When it comes to web searches, you may not regularly visit Bing, though it recently reached 20% of the search market share in the U.S. Windows 10 brings Bing to the forefront, fetching answers faster than you can type the word “Google.” Open-ended questions, like “what’s the meaning of life?” automatically opens up the relevant results on Bing’s landing page. As you type, Bing will autopopulate frequent search phrases (Life lyrics? Life of Pi?) before zipping the question out to the web.

Questions with more definitive answers, like “what’s 2+2,” come even faster with an assist from Cortana, Microsoft’s new voice-activated digital assistant. Cortana pulls the answer, (four, in case you were wondering), directly into a pop-up menu above the search bar, circumventing the web browser entirely.

And that’s where things get interesting, because Cortana can also use machine learning to display everything you wanted to know, but were too busy to ask. Microsoft’s group program manager for Cortana, Marcus Ash, showed TIME his personalized suggestions from Cortana during his recent visit to Manhattan. A stack of cards in a pop-up menu displayed nearby restaurants in Midtown.
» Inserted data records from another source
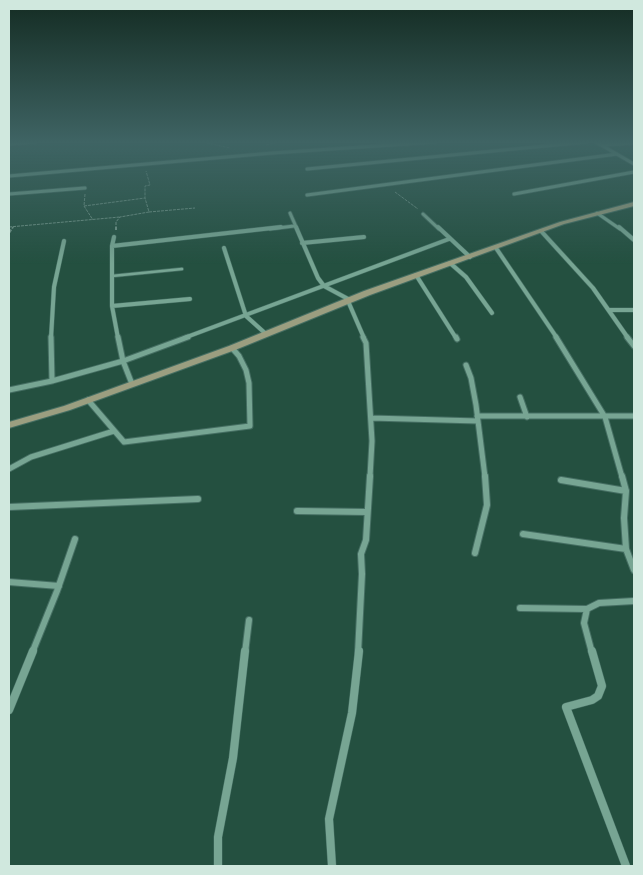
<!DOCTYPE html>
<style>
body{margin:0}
#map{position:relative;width:643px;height:875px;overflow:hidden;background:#245040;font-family:Raleway,sans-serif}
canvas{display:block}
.frame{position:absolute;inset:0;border:10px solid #d0e8de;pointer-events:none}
</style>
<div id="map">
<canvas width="643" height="875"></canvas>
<div class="frame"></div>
</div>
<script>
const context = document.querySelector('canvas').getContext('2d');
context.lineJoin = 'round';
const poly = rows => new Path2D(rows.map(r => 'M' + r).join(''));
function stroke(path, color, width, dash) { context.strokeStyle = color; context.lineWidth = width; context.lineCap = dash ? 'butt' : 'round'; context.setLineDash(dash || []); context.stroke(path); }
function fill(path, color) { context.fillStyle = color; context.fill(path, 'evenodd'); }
const lane = poly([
 [112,276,182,269]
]);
const streetFar4 = poly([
 [596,142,634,164],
 [9,144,35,142],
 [603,145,633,143,631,142],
 [307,169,586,142],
 [9,176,272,153,435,142],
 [9,194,85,188],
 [514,194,634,172],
 [307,195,617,154],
 [290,213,297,229],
 [597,213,620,229],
 [423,214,439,229],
 [270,229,294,226]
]);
const streetFar3 = poly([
 [296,227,318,278,324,286,350,300],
 [438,227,470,257],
 [619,227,634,240],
 [541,231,593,288,628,338],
 [114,237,112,246,112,306,118,338],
 [302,243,364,237],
 [112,246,281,227],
 [224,248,246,316,266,334],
 [496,248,557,338],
 [450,263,466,277,492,313],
 [416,275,456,338],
 [348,301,364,338],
 [112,306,190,299],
 [609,310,634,310],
 [51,338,54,287,64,241],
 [184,338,449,239]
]);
const streetFar2 = poly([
 [51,337,52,381],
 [118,337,123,361,132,384],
 [363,337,366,343,372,441,370,477],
 [456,337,457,339],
 [556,337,605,417,622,477],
 [627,337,634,346],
 [466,365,471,378,476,405,485,477],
 [9,390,52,381,123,361,188,337],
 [520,397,527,417],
 [88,400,124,442,250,426,249,383,246,370,239,356,232,348],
 [477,416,634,416],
 [371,418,478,421],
 [9,469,31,457,114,431]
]);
const streetFar1 = poly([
 [622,476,626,491,624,518,626,549,634,570],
 [561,480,626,491],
 [9,507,198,499],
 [297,511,367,512],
 [523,534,626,549],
 [475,553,487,505,485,476],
 [9,582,59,586],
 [520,608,587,609],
 [32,653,57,591,75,539],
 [245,653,249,620],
 [358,653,362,574,361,554,366,540,370,476],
 [592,653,584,623,587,609,599,603,634,601]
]);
const street = poly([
 [592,651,602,686,598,696,592,700,566,707,626,866],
 [9,710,33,651],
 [218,866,218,837,233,758,245,651],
 [332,866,329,819,352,713,359,651]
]);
const secondary = poly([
 [634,202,634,206,564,224,370,295,235,350,70,410,9,428,9,422,64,406,229,346,364,291,560,222,634,202]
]);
stroke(lane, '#456e62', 4);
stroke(streetFar4, '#456e62', 4.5);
stroke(streetFar3, '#456e62', 5);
stroke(streetFar2, '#456e62', 7);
stroke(streetFar1, '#456e62', 8);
stroke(street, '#456e62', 9);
stroke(secondary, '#456e62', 2);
stroke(poly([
 [203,142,230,148],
 [266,145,279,142],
 [395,192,418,209],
 [85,194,84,206,93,220],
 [84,206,145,198],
 [149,212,195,208],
 [9,227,120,217],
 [12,229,13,227],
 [116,229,116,222,120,217,149,212,145,198,145,186,150,185,146,171]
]), '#729588', 1, [3, 1]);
stroke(poly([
 [116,227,116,230],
 [9,233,13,227]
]), '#729588', 2, [4, 2]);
stroke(lane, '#77a593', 2.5);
stroke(streetFar4, '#77a593', 3);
stroke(streetFar3, '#77a593', 4);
stroke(streetFar2, '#77a593', 5);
stroke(streetFar1, '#77a593', 6);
stroke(street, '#77a593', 8);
fill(secondary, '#9b9e80');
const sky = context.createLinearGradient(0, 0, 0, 264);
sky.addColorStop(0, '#142c23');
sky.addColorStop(0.54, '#3f6464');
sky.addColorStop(1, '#3f646400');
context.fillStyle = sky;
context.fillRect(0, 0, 643, 264);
</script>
“[Cortana] knows I’m in New York and knows it’s roughly lunch time,” Ash said as he scrolled through a list of pubs and delicatessens. “The list will change for happy hour and change for dinner later on.” Throw in stock price gyrations and flight cancellations, and the very idea of search as most of us know it starts to look outdated.

Read More: Here’s What Really Makes Microsoft’s Cortana So Amazing

Windows 10’s personalized search feature isn’t exactly a breakthrough. Google Now users have been seeing similar results since 2012, and Apple’s next big Siri upgrade offers similar functionality. But it’s a field open to competition, and winner of the search wars in the years ahead is likely to be the one that delivers the best personalized results right when you need them. In a sign of how far Microsoft has come, this writer, for the first time ever, used a Bing Map, despite my historical preference for Google, simply because it popped up first in a Windows 10 search menu. If that’s true of other Windows 10 users, Microsoft’s new operating system could prove an unexpectedly successful trojan horse for the company.